┏━━

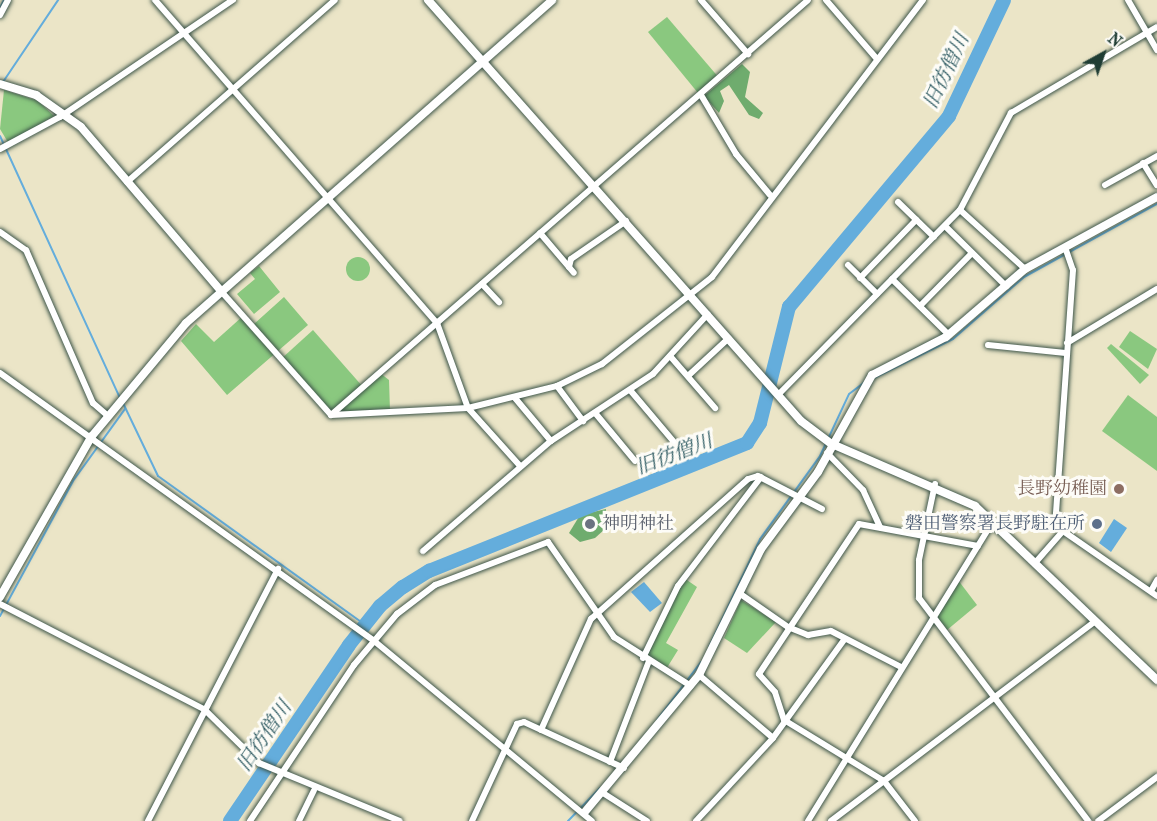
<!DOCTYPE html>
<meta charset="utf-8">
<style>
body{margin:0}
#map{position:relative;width:1157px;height:821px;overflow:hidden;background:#ebe5c7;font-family:"IM FELL French Canon","Noto Serif JP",serif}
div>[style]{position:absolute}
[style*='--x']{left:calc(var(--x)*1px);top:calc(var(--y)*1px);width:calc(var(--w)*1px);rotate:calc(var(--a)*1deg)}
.green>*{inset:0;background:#8ac87f}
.round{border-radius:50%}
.forest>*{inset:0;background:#6fac6e}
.water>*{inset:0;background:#64addc}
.stream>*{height:2px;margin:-1px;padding:0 1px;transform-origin:1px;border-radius:1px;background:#64addc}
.river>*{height:14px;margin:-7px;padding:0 7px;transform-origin:7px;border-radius:7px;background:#64addc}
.roads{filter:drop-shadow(0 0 2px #3e564a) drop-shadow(0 0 2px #3e564a)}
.minor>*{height:6px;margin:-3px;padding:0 3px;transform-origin:3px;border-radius:3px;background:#fff}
.tertiary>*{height:8px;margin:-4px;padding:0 4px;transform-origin:4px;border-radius:4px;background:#fff}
.dots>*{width:16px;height:16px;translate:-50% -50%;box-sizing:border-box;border:3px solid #fdfcf7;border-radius:50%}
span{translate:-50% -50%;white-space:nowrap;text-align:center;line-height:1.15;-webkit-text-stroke:6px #fdfcf7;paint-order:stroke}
.education-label{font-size:18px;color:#785e54}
.right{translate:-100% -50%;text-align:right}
.worship-label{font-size:18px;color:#5b616d}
.left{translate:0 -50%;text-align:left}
.service-label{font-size:18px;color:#4e5e75}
.water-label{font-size:20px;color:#345f66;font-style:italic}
.north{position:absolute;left:1073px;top:24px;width:60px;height:60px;-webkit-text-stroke:4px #fdfcf7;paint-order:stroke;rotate:40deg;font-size:16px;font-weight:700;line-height:24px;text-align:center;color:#1f3d34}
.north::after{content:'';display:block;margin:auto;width:21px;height:27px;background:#1f3d34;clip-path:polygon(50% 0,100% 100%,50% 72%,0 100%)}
</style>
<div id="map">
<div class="green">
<div style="clip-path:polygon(667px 17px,720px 79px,698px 93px,648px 32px)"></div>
<div style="clip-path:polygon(4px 90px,38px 101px,54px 116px,9px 144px,0 129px)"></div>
<div class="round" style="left:346px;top:257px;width:24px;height:24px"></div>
<div style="clip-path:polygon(259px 266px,280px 292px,254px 314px,237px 294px,255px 279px,250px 273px)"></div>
<div style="clip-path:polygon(284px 297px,308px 325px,227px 395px,181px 341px,196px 324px,214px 342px,243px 316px,270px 346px,254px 324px)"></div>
<div style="clip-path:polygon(313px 330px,363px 387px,331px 415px,281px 359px)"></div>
<div style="clip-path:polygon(1130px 331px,1157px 349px,1148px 369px,1119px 347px)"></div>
<div style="clip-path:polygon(1111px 344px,1149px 375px,1140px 384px,1107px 348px)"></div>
<div style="clip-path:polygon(380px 373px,389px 380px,390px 412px,335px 415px)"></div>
<div style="clip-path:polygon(1128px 395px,1157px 417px,1157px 471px,1102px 431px)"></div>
<div style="clip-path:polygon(684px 578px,697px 587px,666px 643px,678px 650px,665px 671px,643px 658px)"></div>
<div style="clip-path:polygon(958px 580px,977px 605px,947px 630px,935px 614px)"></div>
<div style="clip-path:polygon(741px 600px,776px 622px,747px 653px,724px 638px)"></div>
</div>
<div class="forest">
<div style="clip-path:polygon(742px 64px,750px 72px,745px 97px,763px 113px,759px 119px,749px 115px,729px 85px,720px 91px,724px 101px,719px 113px,704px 96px)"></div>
<div style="clip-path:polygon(606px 509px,605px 529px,595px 538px,580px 542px,569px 533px,580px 515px)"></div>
</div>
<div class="water">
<div style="clip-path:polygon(1114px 519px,1127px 528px,1111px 552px,1099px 543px)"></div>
<div style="clip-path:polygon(644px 582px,662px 603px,650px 612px,631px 592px)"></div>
</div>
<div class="stream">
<div style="--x:0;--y:8;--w:9;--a:-63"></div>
<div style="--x:3;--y:82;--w:99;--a:-56.1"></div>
<div style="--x:0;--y:136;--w:288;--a:65.4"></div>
<div style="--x:874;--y:378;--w:88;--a:-26.3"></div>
<div style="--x:953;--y:339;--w:94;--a:-41.1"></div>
<div style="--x:1024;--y:277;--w:152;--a:-28.8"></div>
<div style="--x:123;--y:403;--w:81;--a:64.4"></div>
<div style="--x:158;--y:476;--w:255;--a:35.7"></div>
<div style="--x:0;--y:616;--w:153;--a:-61.6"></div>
<div style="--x:73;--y:481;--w:89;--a:-54.2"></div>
<div style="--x:709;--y:647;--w:119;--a:-64.7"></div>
<div style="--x:760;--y:539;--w:102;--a:-54.1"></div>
<div style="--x:820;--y:456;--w:68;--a:-64.9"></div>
<div style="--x:849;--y:394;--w:21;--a:-37"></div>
<div style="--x:657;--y:720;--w:73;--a:-52.8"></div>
<div style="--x:568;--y:821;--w:46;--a:-45.9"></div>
</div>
<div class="river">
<div style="--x:230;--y:821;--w:212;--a:-55.9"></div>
<div style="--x:349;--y:645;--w:50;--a:-51.5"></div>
<div style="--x:380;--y:606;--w:30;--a:-40"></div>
<div style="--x:403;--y:587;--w:31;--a:-32"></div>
<div style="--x:429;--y:571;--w:343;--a:-21.9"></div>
<div style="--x:747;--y:443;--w:24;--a:-57"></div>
<div style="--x:760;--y:423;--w:120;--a:-76"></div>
<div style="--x:789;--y:307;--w:249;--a:-50"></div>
<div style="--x:949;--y:116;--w:128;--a:-64.6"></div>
</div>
<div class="roads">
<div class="minor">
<div style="--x:155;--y:0;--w:429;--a:48.9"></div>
<div style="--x:437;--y:323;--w:90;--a:70"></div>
<div style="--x:468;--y:408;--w:78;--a:48.1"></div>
<div style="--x:701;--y:0;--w:72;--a:49"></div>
<div style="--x:826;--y:0;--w:78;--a:49.2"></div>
<div style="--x:1128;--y:0;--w:58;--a:59.9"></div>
<div style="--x:0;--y:15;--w:17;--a:-62"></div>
<div style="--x:701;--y:95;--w:69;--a:59.3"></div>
<div style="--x:736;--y:154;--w:53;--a:50.3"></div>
<div style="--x:0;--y:149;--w:68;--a:-28.1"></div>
<div style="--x:60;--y:117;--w:209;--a:-34.1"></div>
<div style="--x:1143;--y:163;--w:26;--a:58"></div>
<div style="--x:127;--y:182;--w:276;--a:-41.2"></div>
<div style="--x:1105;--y:185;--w:60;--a:-29.1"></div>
<div style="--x:898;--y:202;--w:50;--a:44.2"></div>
<div style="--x:960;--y:210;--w:88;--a:42.2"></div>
<div style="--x:945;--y:226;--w:86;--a:44.5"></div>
<div style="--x:0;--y:232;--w:32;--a:35"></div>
<div style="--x:26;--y:250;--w:167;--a:66.4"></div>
<div style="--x:93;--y:403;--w:18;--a:41"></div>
<div style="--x:540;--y:233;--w:52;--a:49.6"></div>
<div style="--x:1066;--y:250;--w:21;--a:71"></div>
<div style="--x:1073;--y:270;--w:246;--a:94"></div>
<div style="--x:1056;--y:515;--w:17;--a:66"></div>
<div style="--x:1063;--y:531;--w:114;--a:34.7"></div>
<div style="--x:848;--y:265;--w:41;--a:45"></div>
<div style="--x:569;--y:267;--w:8;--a:-76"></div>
<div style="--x:571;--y:259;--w:67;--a:-34.6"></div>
<div style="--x:860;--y:278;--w:81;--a:-46"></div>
<div style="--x:892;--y:279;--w:80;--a:44.5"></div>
<div style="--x:482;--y:284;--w:25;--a:47"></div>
<div style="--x:220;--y:290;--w:167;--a:48.4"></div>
<div style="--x:920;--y:306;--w:74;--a:-45.5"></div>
<div style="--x:1067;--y:343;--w:105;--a:-31"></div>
<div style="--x:988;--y:345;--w:78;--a:5.9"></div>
<div style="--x:670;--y:356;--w:69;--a:49.1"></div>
<div style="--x:0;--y:373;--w:459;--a:35.6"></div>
<div style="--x:373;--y:640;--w:284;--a:39.6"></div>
<div style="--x:689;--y:375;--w:54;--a:-42.8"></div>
<div style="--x:557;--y:386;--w:44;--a:53.4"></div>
<div style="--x:630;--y:390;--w:84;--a:49.8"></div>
<div style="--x:778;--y:395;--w:260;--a:-45.5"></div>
<div style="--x:960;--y:210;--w:110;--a:-62.3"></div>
<div style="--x:1011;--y:113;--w:169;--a:-30.5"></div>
<div style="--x:515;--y:398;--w:56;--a:50.1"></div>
<div style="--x:596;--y:414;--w:61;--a:50.3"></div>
<div style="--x:331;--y:415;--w:137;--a:-2.9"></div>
<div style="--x:468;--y:408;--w:92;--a:-13.9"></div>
<div style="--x:557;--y:386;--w:50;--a:-26.1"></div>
<div style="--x:602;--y:364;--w:140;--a:-38.3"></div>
<div style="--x:712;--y:277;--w:348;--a:-52.7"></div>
<div style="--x:331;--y:415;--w:632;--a:-41.02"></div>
<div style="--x:827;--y:453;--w:52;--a:45.8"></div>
<div style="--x:863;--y:490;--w:41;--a:65.3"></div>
<div style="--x:935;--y:484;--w:78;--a:101.9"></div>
<div style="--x:919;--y:560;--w:38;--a:90"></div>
<div style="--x:919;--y:598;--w:280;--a:52.8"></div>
<div style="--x:423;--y:551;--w:169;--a:-40.7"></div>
<div style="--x:551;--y:441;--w:122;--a:-33.3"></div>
<div style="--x:653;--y:374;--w:81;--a:-47.5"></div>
<div style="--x:1035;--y:563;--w:43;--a:-48.8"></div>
<div style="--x:1151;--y:591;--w:13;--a:-61"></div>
<div style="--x:739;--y:593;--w:60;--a:34.8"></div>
<div style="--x:788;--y:627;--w:22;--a:22"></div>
<div style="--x:808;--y:635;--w:23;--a:-10"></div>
<div style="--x:831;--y:631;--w:79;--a:27.2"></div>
<div style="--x:0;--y:604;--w:231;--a:27.3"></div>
<div style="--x:205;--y:710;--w:76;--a:44.5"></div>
<div style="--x:259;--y:763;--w:152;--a:22.4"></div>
<div style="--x:643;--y:658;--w:80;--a:-64.1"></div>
<div style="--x:678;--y:586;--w:137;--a:-52.7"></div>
<div style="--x:699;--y:675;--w:97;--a:40.4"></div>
<div style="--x:541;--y:730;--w:122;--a:-65.8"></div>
<div style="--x:591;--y:619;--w:210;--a:-41.7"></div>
<div style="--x:748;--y:479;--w:10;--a:-17"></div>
<div style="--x:758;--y:476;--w:72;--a:27.3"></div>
<div style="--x:610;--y:762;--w:108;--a:-68.9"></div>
<div style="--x:603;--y:793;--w:52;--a:32.5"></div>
<div style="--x:148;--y:821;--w:284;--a:-62.7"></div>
<div style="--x:250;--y:821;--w:187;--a:-56.3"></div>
<div style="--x:354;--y:665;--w:67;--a:-49.9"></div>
<div style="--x:397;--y:614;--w:48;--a:-37.3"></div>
<div style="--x:435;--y:585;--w:121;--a:-20.8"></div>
<div style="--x:548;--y:542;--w:116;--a:55.2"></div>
<div style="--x:614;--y:637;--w:91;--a:32.5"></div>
<div style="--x:299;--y:821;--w:34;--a:-64"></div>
<div style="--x:472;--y:821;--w:107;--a:-65.1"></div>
<div style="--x:517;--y:724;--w:7;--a:-16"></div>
<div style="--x:524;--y:722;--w:110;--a:24.7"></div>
<div style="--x:696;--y:821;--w:113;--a:-47.1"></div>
<div style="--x:773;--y:738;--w:121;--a:-54.1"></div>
<div style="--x:808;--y:821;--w:352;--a:-58.3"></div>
<div style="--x:831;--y:821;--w:331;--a:-37.1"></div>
<div style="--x:915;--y:821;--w:51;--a:-127.8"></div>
<div style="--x:884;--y:781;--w:117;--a:-148.6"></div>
<div style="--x:784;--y:720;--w:29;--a:-108"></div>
<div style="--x:775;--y:692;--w:24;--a:-132"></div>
<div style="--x:759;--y:674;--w:180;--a:-56.3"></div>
<div style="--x:859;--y:524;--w:121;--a:10.5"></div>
<div style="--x:1098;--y:821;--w:74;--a:-36.7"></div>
</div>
<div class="tertiary">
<div style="--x:428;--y:0;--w:562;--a:48.46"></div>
<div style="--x:801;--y:421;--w:39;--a:37"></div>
<div style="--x:832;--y:444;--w:156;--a:23.4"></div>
<div style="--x:975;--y:506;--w:252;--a:43.7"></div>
<div style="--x:0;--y:84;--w:38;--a:17"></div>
<div style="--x:36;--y:95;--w:55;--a:35.4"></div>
<div style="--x:81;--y:127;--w:214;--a:49.5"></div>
<div style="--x:0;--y:597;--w:185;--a:-60.3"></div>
<div style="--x:92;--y:436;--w:147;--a:-50.2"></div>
<div style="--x:186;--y:323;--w:488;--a:-41.4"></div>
<div style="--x:584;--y:813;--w:180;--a:-50.2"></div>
<div style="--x:699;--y:675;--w:140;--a:-63.8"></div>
<div style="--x:761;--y:549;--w:96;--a:-53.5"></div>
<div style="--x:818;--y:472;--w:111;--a:-60.9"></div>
<div style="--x:872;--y:375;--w:83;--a:-27.2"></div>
<div style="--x:946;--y:337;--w:104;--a:-40.7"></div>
<div style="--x:1025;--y:269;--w:150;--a:-28.6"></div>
</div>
</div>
<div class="dots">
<div style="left:1119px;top:489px;background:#8d6e63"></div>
<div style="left:590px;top:524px;background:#6b7280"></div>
<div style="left:1097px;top:524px;background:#5c6f8a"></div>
</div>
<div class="education-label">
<span class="right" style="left:1107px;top:489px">長野幼稚園</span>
</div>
<div class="worship-label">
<span class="left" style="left:602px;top:524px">神明神社</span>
</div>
<div class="service-label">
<span class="right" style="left:1085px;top:524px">磐田警察署長野駐在所</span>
</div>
<div class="water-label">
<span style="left:946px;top:71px;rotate:-65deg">旧彷僧川</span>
<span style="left:674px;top:454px;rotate:-21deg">旧彷僧川</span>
<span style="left:264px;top:736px;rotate:-56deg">旧彷僧川</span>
</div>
<div class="north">N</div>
</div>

┗━━

Work task:
Check each line of the material above for "stream", count those that have it, and answer with the number alone.

Exercise response:
2